§ EXERCISE MATERIAL:

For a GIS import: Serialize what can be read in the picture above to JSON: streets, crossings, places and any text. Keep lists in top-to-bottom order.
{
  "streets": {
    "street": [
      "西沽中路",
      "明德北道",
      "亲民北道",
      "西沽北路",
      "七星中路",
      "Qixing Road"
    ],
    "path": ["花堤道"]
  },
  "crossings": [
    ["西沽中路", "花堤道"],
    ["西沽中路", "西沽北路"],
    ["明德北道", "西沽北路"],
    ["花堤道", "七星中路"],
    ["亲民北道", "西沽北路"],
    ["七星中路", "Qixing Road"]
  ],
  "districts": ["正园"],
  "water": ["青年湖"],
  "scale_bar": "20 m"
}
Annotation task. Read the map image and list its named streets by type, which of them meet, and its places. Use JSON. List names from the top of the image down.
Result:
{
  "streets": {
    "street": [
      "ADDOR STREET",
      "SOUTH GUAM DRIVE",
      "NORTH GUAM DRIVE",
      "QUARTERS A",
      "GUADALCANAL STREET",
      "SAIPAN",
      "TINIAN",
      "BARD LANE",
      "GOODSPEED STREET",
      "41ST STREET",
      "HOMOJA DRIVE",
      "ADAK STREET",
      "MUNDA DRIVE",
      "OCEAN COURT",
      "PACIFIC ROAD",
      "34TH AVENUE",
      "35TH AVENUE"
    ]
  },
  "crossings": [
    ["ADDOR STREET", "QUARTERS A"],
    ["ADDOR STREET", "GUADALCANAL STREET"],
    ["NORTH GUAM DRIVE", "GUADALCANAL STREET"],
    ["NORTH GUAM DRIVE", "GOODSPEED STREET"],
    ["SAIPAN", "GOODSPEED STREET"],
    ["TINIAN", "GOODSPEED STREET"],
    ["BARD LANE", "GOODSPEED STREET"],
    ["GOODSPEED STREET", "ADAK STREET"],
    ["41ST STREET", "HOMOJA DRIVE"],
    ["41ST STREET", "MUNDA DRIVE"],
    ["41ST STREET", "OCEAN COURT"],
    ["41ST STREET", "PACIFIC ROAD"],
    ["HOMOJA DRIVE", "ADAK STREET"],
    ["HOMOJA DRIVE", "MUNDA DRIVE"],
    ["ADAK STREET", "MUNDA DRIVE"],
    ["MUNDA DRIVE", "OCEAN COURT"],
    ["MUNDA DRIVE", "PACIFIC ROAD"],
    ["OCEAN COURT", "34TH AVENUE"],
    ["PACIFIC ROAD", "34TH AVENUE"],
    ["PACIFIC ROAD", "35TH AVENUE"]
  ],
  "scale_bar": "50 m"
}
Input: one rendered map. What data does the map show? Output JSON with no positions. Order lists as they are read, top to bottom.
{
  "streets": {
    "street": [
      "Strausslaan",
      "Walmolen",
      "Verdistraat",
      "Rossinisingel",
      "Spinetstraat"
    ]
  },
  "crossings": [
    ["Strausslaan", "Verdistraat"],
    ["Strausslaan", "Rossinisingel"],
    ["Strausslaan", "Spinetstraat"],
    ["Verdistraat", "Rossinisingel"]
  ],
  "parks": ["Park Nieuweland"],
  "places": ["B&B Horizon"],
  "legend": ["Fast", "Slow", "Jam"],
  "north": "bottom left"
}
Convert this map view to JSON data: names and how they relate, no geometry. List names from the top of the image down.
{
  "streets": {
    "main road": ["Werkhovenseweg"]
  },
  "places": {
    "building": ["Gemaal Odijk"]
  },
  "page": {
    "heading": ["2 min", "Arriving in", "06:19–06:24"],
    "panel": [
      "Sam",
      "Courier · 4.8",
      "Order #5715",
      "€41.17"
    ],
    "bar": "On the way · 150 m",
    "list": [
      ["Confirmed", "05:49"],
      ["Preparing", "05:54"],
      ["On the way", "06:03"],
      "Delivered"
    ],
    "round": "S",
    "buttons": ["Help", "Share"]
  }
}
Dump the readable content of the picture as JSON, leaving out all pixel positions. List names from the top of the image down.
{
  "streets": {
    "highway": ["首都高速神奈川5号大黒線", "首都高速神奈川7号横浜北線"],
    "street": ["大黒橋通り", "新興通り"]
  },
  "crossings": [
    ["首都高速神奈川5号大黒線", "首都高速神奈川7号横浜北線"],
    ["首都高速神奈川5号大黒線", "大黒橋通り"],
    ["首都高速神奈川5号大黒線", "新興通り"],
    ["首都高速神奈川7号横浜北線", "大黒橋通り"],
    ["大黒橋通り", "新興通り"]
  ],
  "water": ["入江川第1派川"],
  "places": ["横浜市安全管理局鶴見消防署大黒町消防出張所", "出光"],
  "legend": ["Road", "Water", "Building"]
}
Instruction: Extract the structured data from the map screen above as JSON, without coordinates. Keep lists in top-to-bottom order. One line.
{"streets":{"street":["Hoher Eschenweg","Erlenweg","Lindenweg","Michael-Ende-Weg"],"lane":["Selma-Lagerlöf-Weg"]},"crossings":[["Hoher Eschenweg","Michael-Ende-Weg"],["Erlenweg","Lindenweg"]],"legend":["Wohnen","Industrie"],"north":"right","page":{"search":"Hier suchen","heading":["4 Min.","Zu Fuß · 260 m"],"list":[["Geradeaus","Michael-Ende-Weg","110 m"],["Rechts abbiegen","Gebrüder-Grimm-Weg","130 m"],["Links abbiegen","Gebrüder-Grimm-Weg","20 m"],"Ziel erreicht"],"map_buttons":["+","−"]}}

§ TASK PROMPT:
Every entry must be given again exactly as it reads.

§ ANSWER TO THIS PROBLEM:
For a GIS import: Serialize what can be read in the picture above to JSON: streets, crossings, places and any text. Keep lists in top-to-bottom order.
{
  "streets": {
    "street": [
      "西沽中路",
      "明德北道",
      "亲民北道",
      "西沽北路",
      "七星中路",
      "Qixing Road"
    ],
    "path": ["花堤道"]
  },
  "crossings": [
    ["西沽中路", "花堤道"],
    ["西沽中路", "西沽北路"],
    ["明德北道", "西沽北路"],
    ["花堤道", "七星中路"],
    ["亲民北道", "西沽北路"],
    ["七星中路", "Qixing Road"]
  ],
  "districts": ["正园"],
  "water": ["青年湖"],
  "scale_bar": "20 m"
}
Annotation task. Read the map image and list its named streets by type, which of them meet, and its places. Use JSON. List names from the top of the image down.
Result:
{
  "streets": {
    "street": [
      "ADDOR STREET",
      "SOUTH GUAM DRIVE",
      "NORTH GUAM DRIVE",
      "QUARTERS A",
      "GUADALCANAL STREET",
      "SAIPAN",
      "TINIAN",
      "BARD LANE",
      "GOODSPEED STREET",
      "41ST STREET",
      "HOMOJA DRIVE",
      "ADAK STREET",
      "MUNDA DRIVE",
      "OCEAN COURT",
      "PACIFIC ROAD",
      "34TH AVENUE",
      "35TH AVENUE"
    ]
  },
  "crossings": [
    ["ADDOR STREET", "QUARTERS A"],
    ["ADDOR STREET", "GUADALCANAL STREET"],
    ["NORTH GUAM DRIVE", "GUADALCANAL STREET"],
    ["NORTH GUAM DRIVE", "GOODSPEED STREET"],
    ["SAIPAN", "GOODSPEED STREET"],
    ["TINIAN", "GOODSPEED STREET"],
    ["BARD LANE", "GOODSPEED STREET"],
    ["GOODSPEED STREET", "ADAK STREET"],
    ["41ST STREET", "HOMOJA DRIVE"],
    ["41ST STREET", "MUNDA DRIVE"],
    ["41ST STREET", "OCEAN COURT"],
    ["41ST STREET", "PACIFIC ROAD"],
    ["HOMOJA DRIVE", "ADAK STREET"],
    ["HOMOJA DRIVE", "MUNDA DRIVE"],
    ["ADAK STREET", "MUNDA DRIVE"],
    ["MUNDA DRIVE", "OCEAN COURT"],
    ["MUNDA DRIVE", "PACIFIC ROAD"],
    ["OCEAN COURT", "34TH AVENUE"],
    ["PACIFIC ROAD", "34TH AVENUE"],
    ["PACIFIC ROAD", "35TH AVENUE"]
  ],
  "scale_bar": "50 m"
}
Input: one rendered map. What data does the map show? Output JSON with no positions. Order lists as they are read, top to bottom.
{
  "streets": {
    "street": [
      "Strausslaan",
      "Walmolen",
      "Verdistraat",
      "Rossinisingel",
      "Spinetstraat"
    ]
  },
  "crossings": [
    ["Strausslaan", "Verdistraat"],
    ["Strausslaan", "Rossinisingel"],
    ["Strausslaan", "Spinetstraat"],
    ["Verdistraat", "Rossinisingel"]
  ],
  "parks": ["Park Nieuweland"],
  "places": ["B&B Horizon"],
  "legend": ["Fast", "Slow", "Jam"],
  "north": "bottom left"
}
Convert this map view to JSON data: names and how they relate, no geometry. List names from the top of the image down.
{
  "streets": {
    "main road": ["Werkhovenseweg"]
  },
  "places": {
    "building": ["Gemaal Odijk"]
  },
  "page": {
    "heading": ["2 min", "Arriving in", "06:19–06:24"],
    "panel": [
      "Sam",
      "Courier · 4.8",
      "Order #5715",
      "€41.17"
    ],
    "bar": "On the way · 150 m",
    "list": [
      ["Confirmed", "05:49"],
      ["Preparing", "05:54"],
      ["On the way", "06:03"],
      "Delivered"
    ],
    "round": "S",
    "buttons": ["Help", "Share"]
  }
}
Dump the readable content of the picture as JSON, leaving out all pixel positions. List names from the top of the image down.
{
  "streets": {
    "highway": ["首都高速神奈川5号大黒線", "首都高速神奈川7号横浜北線"],
    "street": ["大黒橋通り", "新興通り"]
  },
  "crossings": [
    ["首都高速神奈川5号大黒線", "首都高速神奈川7号横浜北線"],
    ["首都高速神奈川5号大黒線", "大黒橋通り"],
    ["首都高速神奈川5号大黒線", "新興通り"],
    ["首都高速神奈川7号横浜北線", "大黒橋通り"],
    ["大黒橋通り", "新興通り"]
  ],
  "water": ["入江川第1派川"],
  "places": ["横浜市安全管理局鶴見消防署大黒町消防出張所", "出光"],
  "legend": ["Road", "Water", "Building"]
}
Instruction: Extract the structured data from the map screen above as JSON, without coordinates. Keep lists in top-to-bottom order. One line.
{"streets":{"street":["Hoher Eschenweg","Erlenweg","Lindenweg","Michael-Ende-Weg"],"lane":["Selma-Lagerlöf-Weg"]},"crossings":[["Hoher Eschenweg","Michael-Ende-Weg"],["Erlenweg","Lindenweg"]],"legend":["Wohnen","Industrie"],"north":"right","page":{"search":"Hier suchen","heading":["4 Min.","Zu Fuß · 260 m"],"list":[["Geradeaus","Michael-Ende-Weg","110 m"],["Rechts abbiegen","Gebrüder-Grimm-Weg","130 m"],["Links abbiegen","Gebrüder-Grimm-Weg","20 m"],"Ziel erreicht"],"map_buttons":["+","−"]}}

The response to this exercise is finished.